La dépression, cela rime avec des mots en.. « ion »....... destruction, obsession, régression, remise en question, perdition, rémission, rédemption. Séparation, fondation.

Aujourd'hui il fait beau, enfin ! Moi je vais plutôt mieux, bientôt dans une semaine, je vais m'envoler dans un avion, pour un voyage tout bête, dans un club de vacances sans surprise, dans un endroit idyllique, artificiel, mais où je sais que je trouverais le repos et la paix, au moins provisoirement, pour faire le plein d'énergie, dont j'ai tant besoin après ces six mois d'enfer.

La psychanalyse disait quelqu'un sur un forum est elliptique, tout était dit de ma névrose au bout de six mois d'analyse, après il faut intégrer et digérer ce que l'inconscient vous délivre si brutalement, dans vos rêves d'analysant. Mon premier rêve, l'homme qui portait sa moto sur son dos, comporte deux parties, la première où je vois sur le bord d'un chemin, qui a bercé mon enfance et mon adolescence, puisqu'il s'agit du chemin de sable  qui menait au club de voile, endroit où toutes les choses importantes de mon adolescence ont eu lieu, rencontres, premières amours, premiers émois, premières rebellions contre mon père, il avais peur de tout, de la mer, des bateaux,moi je faisais tout le contraire en crevant de peur!

Sur le bord de ce chemin, j'aperçois un homme âgé, au physique de mercenaire, assis à côté de sa moto qui est en panne.

Plus tard dans le rêve , je le re- croise à nouveau, il a démonté sa moto, qu'il a soigneusement rangé sur son dos, pieces par pieces, formant un parfait rectangle ! Ensuite, je conduis une voiture de forme ronde, une ancienne voiture américaine, et sur le chemin, arrive de tous côtés de nombreuses voitures de la même forme, et de toutes les couleurs, couleurs vives, du bleu, du rose, du vert, les voitures me foncent dessus, comme dans mes bouffées délirantes, à la place des boules, ce sont des voitures, et à la place du billard, c'est le chemin vers la mer !

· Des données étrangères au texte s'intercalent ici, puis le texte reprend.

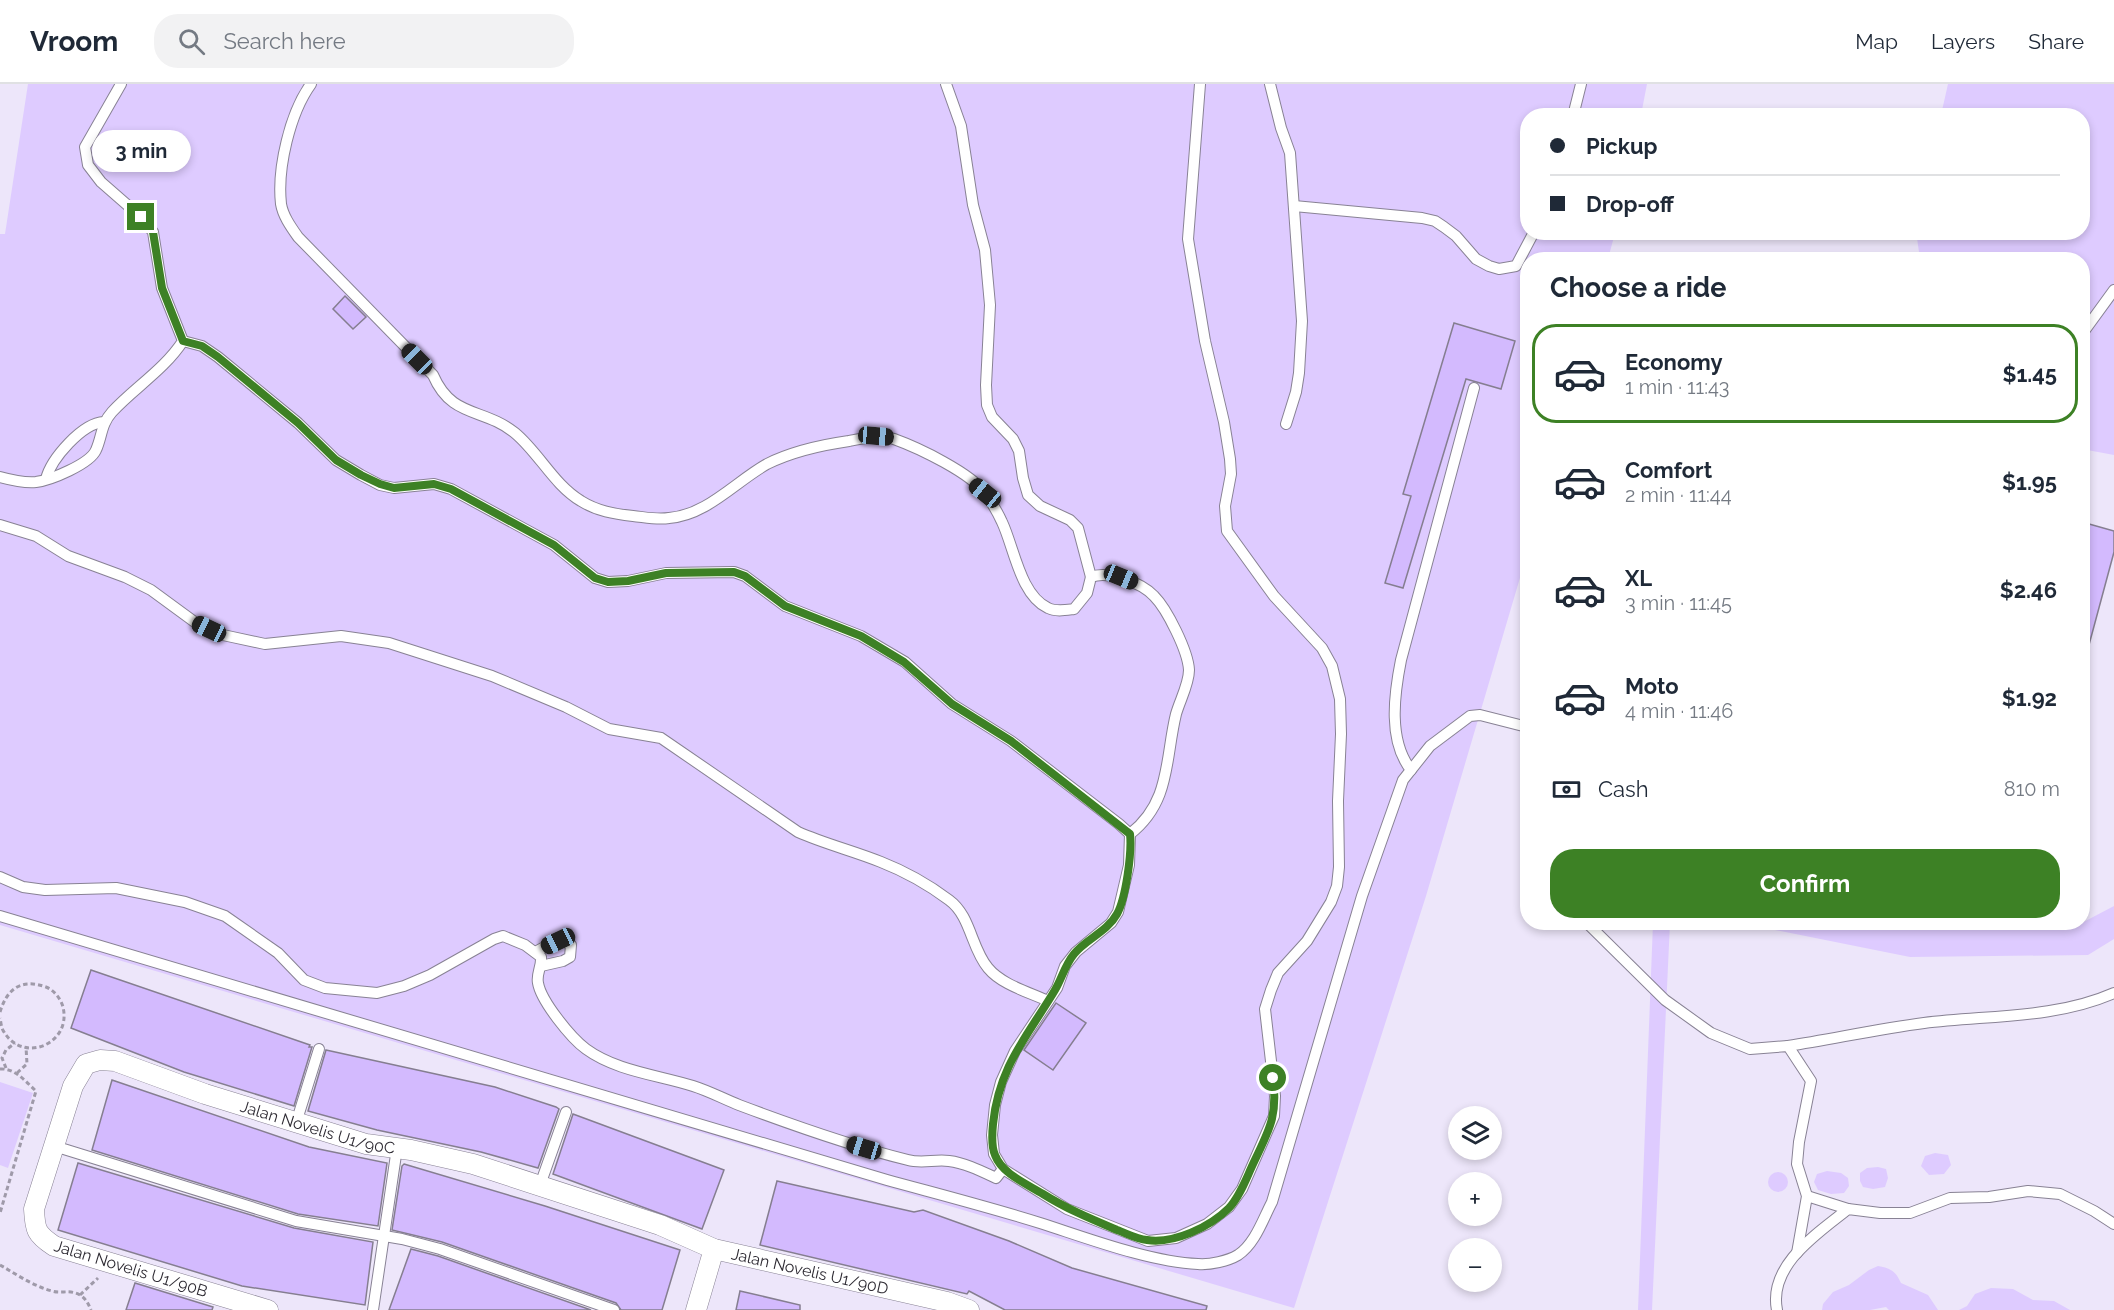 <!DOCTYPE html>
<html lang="en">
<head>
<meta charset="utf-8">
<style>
	:root { --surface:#fff; --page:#f2f2f3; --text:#1f2937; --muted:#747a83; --line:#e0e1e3; --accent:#3d8125 }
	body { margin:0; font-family:Raleway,sans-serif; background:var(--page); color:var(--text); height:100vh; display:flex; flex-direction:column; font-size:22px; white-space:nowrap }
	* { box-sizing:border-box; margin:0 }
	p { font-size:20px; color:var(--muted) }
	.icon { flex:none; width:33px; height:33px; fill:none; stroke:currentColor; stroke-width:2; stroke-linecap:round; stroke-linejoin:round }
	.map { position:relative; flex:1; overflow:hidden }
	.sheet { position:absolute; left:1520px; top:168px; width:570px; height:678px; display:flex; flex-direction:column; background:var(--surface); border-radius:24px; box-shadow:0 3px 9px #0003 }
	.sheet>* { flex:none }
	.banner { position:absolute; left:1520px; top:24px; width:570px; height:132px; border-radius:24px; box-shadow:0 3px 9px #0003; display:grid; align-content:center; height:132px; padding:0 30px; background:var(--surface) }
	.tools { position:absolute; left:1448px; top:1022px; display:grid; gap:12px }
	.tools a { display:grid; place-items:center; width:54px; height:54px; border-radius:50%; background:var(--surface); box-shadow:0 3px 9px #0003; font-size:30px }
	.end { position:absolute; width:27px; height:27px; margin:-14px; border:8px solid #3d8125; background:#fff; box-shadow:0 0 0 3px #fff }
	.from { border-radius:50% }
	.bubble { position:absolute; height:42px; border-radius:21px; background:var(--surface); box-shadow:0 3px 9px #0003; font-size:20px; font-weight:700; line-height:42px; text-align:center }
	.car { position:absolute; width:18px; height:36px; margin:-18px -9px; border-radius:8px; box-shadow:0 0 4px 2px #0007; background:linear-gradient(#222 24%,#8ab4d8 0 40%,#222 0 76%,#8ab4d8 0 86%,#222 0) }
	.banner b { display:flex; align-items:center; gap:21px; height:57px; font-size:22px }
	.banner b+b { border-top:2px solid var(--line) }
	.banner i { width:15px; height:15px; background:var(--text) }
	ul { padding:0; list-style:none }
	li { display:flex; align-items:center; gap:18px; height:99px; margin:0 12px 9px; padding:0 18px; border:3px solid transparent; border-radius:24px }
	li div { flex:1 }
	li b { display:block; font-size:22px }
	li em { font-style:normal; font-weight:700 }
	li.selected { border-color:var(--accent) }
	li>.icon { width:54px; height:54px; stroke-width:1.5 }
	h2 { padding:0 30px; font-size:27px; line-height:72px }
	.pay { display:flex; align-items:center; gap:15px; height:66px; padding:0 30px; font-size:22px }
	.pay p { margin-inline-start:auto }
	.primary-button { display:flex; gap:12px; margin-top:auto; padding:12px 30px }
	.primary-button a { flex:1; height:69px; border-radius:24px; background:var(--accent); color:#fff; font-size:24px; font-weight:700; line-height:69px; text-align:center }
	header { display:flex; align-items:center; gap:36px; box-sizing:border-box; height:84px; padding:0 30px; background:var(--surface); border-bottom:2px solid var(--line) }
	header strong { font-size:28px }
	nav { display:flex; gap:33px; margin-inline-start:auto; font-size:21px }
	.search { width:420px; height:54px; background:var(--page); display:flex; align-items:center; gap:15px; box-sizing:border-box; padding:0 21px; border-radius:24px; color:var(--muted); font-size:22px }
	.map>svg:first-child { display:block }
	.green { fill:#decbff }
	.building { fill:#d3bafe; stroke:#857e90; stroke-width:1.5 }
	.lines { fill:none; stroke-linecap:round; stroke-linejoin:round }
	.lane-casing { stroke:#888294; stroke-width:12 }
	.street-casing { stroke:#888294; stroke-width:21 }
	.path { stroke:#9f9aa9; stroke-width:3; stroke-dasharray:4.5 3; stroke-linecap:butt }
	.lane { stroke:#fff; stroke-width:10 }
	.street { stroke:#fff; stroke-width:20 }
	.route { stroke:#3d8125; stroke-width:8 }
	.labels { text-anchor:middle; stroke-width:4.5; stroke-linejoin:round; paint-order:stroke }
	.street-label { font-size:16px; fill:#2e2b33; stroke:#fff }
</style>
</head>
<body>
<header>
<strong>Vroom</strong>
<div class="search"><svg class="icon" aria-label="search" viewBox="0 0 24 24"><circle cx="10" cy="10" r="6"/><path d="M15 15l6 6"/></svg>Search here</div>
<nav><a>Map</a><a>Layers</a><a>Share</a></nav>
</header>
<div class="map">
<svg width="2114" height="1226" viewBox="0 0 2114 1226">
	<rect width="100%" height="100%" fill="#ede6fa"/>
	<!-- green -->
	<g class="green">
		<path d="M28,0H1647L1641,31L1527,32V148L1615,149L1608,175L1527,176V470L1426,812L1294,1224L0,841V150H5Z"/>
		<path d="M1948,0H2114V371L2082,365V176L1920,175L1917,154L1918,148H2082V32L1941,31Z"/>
		<path d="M2114,822V855L2088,871L1910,873L1740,839L2019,838L2074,843Z"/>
		<path d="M1653,839H1670L1652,1226H1638Z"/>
		<path d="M0,998L33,1009L8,1084L0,1081Z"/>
		<path d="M1935,1069L1948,1071L1951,1081L1944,1090L1929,1091L1921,1082L1925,1072Z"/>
		<path d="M1878,1083L1886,1085L1888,1094L1885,1103L1873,1105L1863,1103L1860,1097V1089L1867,1084Z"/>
		<path d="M1827,1087L1841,1089L1848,1094L1849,1102L1844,1109L1831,1110L1818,1106L1814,1098L1817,1090Z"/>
		<circle cx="1778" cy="1098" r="10"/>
		<path d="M1878,1182C1891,1184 1896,1188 1901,1199L1928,1211L1938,1226H1889L1886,1223L1870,1226H1822L1823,1220L1833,1208L1849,1201L1869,1186Z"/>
		<path d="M1991,1204L2013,1205L2033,1216L2054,1217L2070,1226H1959L1967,1222L1975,1210Z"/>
	</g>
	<!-- building -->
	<g class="building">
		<path d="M345,212L366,233L353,245L333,225Z"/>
		<path d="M1454,239L1515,257L1501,305L1466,295L1403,504L1385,499L1411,412L1403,410Z"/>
		<path d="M2082,438L2114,447V468L2086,572H2082Z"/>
		<path d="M91,886L310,961L309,963H312L294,1022L184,988L71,944Z"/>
		<path d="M1056,919L1086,939L1053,986L1024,966Z"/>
		<path d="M326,966L495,1003L556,1023L559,1025L538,1084L481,1068L377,1046L308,1027Z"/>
		<path d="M112,996L309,1063L387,1079L378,1142L298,1130L92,1066Z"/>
		<path d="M573,1030L724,1086L702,1145L553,1090Z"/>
		<path d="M78,1079L294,1144L373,1158L365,1221L242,1202L58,1146Z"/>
		<path d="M404,1080L545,1122L680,1166L662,1226H621L616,1219L442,1158L392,1146L402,1082Z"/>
		<path d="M777,1097L914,1128L923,1126L1009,1157L1072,1184L1207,1222L1206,1226H1005L969,1207L967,1210L760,1161Z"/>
		<path d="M411,1165L438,1172L591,1226H389Z"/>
		<path d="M135,1199L213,1223L212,1226H126Z"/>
		<path d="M740,1207L800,1221V1226H736Z"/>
	</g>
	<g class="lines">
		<defs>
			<g id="lane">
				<path d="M311,0C290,29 277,84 281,120C283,132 291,143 298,153L433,291C452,335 483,323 515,349C539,369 554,401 581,417C597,427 614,430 633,432C644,433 657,436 669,434C707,431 735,398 767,380C793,367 821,361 849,357C863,354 880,350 894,355C919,364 971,389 986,410C992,419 998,429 1002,438C1014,463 1020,511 1048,524C1056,528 1066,526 1074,525L1087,509L1091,493C1108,486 1142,499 1154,512C1167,525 1188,567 1189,586C1189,600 1180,616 1176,630C1165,675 1171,718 1130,750"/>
				<path d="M946,0L961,42L973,121L985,166L990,221L986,301L987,321L992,333L1013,355L1019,367L1023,394L1028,411L1040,422L1070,436L1078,444L1091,493"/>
				<path d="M1270,0L1281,44L1290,69L1302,237L1299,289L1296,308L1286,340"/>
				<path d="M1573,32L1581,0"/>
				<path d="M1294,122L1422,134L1435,137L1444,143L1456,152L1476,175L1489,182L1499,185L1516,182L1534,148"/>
				<path d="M2082,250L2114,206"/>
				<path d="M183,257L202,262L218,273L298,339L336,376L361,391L380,401L394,404L434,400L451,405L554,461L595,494L608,498L628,497L666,489L734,488L745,492L785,522L861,552L905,578L952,620L1011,657L1119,740L1130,750L1129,781L1118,828L1111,839L1076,868L1065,882L1057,904L1015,967L1001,998L995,1021L992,1051L994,1070L1003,1085L1067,1125L1148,1157L1176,1154L1207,1140L1229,1123L1242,1105L1274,1032L1275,1012L1265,925L1271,906L1278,889L1307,857L1331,818L1337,802L1339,783L1338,717L1341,650L1340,615L1332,582L1322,564L1274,512L1227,447L1225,422L1231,390L1230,375L1224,338L1205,257L1188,155L1200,0"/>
				<path d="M0,393C11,396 25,399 36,398C51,396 90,380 96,366C102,353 101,340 112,328C134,304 164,286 183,257L162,204L153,148L141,133L101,98L88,81L85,63L121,0"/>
				<path d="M46,395C51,375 82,339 104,338"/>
				<path d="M0,441L36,452L68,472L125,493L151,506L196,539L223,551L265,560L341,552L389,559L492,592L566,623L609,645L661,654L798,748C825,760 854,767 881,778C904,787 929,801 949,816C971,832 971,864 988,884C1002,901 1029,908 1048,917"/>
				<path d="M1411,686C1388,657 1394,611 1401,576L1474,304"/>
				<path d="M0,793L23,803L45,806L116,804L185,818L225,832L278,869L304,896L325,904L377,909L404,902L430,891L494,855L503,852L525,861L541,873C542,882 536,890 538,899C541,917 571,954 586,965C616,987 658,991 693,1002C709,1007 724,1015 739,1021C795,1042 851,1062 908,1076C922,1080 935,1075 949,1077C965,1079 981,1087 996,1094L1003,1085"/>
				<path d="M0,832L887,1096C938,1110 989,1123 1040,1139C1087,1154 1150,1178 1198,1180C1210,1181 1228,1177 1238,1171C1255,1160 1263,1135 1272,1118L1362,812L1403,696L1430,662L1470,632L1480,631L1527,643"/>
				<path d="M1586,838L1665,916L1711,949L1750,965L1788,962L1811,997L1799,1058L1797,1080L1807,1112L1797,1169"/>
				<path d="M535,868C547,862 559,853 571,861L570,873L563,877L541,882"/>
				<path d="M1788,962C1833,955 1878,945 1924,939C1987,931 2055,935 2114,909"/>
				<path d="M296,1039L319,965"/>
				<path d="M54,1062L296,1137L402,1155L440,1165L614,1226"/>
				<path d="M540,1101L566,1028"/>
				<path d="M1807,1112L1848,1125"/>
				<path d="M373,1226L397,1064"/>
				<path d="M1777,1226C1768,1181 1818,1149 1848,1125L1880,1129H1910L1950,1114L1989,1113L2028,1107L2060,1110L2094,1127L2114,1140"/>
			</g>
			<g id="street">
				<path id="s1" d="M268,1226L54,1162C36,1150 35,1146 34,1125L73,1002L86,980L100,976L115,977L205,1010L366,1060L411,1066L473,1080L660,1141L714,1165L947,1218L969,1226"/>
				<path d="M696,1226L714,1165"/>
			</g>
		</defs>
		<!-- lane casing -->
		<use href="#lane" class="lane-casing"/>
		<!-- street casing -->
		<use href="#street" class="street-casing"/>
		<!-- path -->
		<g class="path">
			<path d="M0,928C7,905 21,894 46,903C54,906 61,915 63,923C72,960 23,980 4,948C1,944 1,938 0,934"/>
			<path d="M6,984L2,974L6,966L15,959"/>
			<path d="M0,985C15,984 25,997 36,1007L0,1129"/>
			<path d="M17,989L27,980L26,963"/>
			<path d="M0,1181C16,1190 33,1202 52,1207C62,1210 69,1205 80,1211C86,1215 88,1219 91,1226"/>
			<path d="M80,1211L98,1194"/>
		</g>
		<!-- lane -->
		<use href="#lane" class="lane"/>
		<!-- street -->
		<use href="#street" class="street"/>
	</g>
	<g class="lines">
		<!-- route -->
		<path class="route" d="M141,133L153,148L162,204L183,257L202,262L218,273L298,339L336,376L361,391L380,400L394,404L434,400L451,405L554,461L595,494L608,498L628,497L666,489L734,488L745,492L785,522L861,552L904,578L952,620L1011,657L1130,750C1132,768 1126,814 1117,830C1107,848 1086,855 1074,870C1065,881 1062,894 1055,906C1027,953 999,982 993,1040C992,1050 991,1062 995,1071C1002,1090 1027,1100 1043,1110C1067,1125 1091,1135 1117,1146C1126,1149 1136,1155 1147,1156C1174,1160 1210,1143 1229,1124C1240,1112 1246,1095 1253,1080C1269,1046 1278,1033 1273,994"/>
	</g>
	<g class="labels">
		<!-- street labels -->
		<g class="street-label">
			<text dy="6" stroke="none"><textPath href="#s1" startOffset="666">Jalan Novelis U1/90C</textPath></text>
			<text transform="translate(131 1184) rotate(17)" y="6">Jalan Novelis U1/90B</text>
			<text dy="6" stroke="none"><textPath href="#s1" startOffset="1180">Jalan Novelis U1/90D</textPath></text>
		</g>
	</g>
</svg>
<div class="tools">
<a><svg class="icon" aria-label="layers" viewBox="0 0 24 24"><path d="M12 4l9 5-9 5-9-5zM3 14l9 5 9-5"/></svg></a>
<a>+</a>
<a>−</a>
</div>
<i class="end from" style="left:1273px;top:994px"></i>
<i class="end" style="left:141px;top:133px"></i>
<div class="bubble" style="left:92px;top:46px;width:99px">3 min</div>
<i class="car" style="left:417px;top:275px;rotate:315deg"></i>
<i class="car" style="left:876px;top:352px;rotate:95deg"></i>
<i class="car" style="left:985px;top:409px;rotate:309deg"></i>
<i class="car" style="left:1121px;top:493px;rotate:112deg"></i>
<i class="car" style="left:209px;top:545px;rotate:295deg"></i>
<i class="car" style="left:558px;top:857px;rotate:245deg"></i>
<i class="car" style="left:864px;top:1064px;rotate:287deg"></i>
<div class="banner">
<b><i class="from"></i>Pickup</b>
<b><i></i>Drop-off</b>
</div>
<section class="sheet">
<h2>Choose a ride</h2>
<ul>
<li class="selected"><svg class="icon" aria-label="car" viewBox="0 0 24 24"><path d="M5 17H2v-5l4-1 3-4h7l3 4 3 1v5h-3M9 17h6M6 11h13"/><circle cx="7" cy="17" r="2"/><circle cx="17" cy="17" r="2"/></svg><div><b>Economy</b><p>1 min · 11:43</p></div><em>$1.45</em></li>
<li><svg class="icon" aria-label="car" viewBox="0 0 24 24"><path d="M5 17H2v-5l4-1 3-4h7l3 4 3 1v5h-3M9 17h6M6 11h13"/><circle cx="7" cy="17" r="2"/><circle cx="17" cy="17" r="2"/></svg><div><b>Comfort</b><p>2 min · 11:44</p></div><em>$1.95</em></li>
<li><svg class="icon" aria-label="car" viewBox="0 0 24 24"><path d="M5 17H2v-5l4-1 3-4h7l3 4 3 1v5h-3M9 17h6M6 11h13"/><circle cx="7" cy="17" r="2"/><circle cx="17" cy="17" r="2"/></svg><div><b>XL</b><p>3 min · 11:45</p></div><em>$2.46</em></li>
<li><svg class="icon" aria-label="car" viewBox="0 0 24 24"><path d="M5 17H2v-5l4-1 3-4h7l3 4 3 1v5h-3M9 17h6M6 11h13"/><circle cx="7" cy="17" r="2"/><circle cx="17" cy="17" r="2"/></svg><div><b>Moto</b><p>4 min · 11:46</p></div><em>$1.92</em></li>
</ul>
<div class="pay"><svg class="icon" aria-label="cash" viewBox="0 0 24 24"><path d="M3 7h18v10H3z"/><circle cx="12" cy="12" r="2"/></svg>Cash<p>810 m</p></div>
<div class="primary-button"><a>Confirm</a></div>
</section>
</div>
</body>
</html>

Le noyau de la névrose ce n'est pas mon père, mais c'est ma mère, les bouffées délirantes sont féminines, avec leur forme ronde, leurs couleurs vives. Il y a eu d'autres rêves, en particulier le rêve de la tour Eiffel, où je féconde ma mère, je me donc trompé, ce qui ne fait souffrir, c'est l'amour impossible pour ma mère, d'ailleurs ma récidive s'est produite au printemps dernier, lorsque ma mère est arrivée chez moi, tombant en panne devant ma maison, et comptant entièrement sur moi pour gérer et planifier l'intervention chirurgicale dont elle avait besoin, c'était une tumeur à l'anus, supposée maligne ! En fait c'était un banal polype.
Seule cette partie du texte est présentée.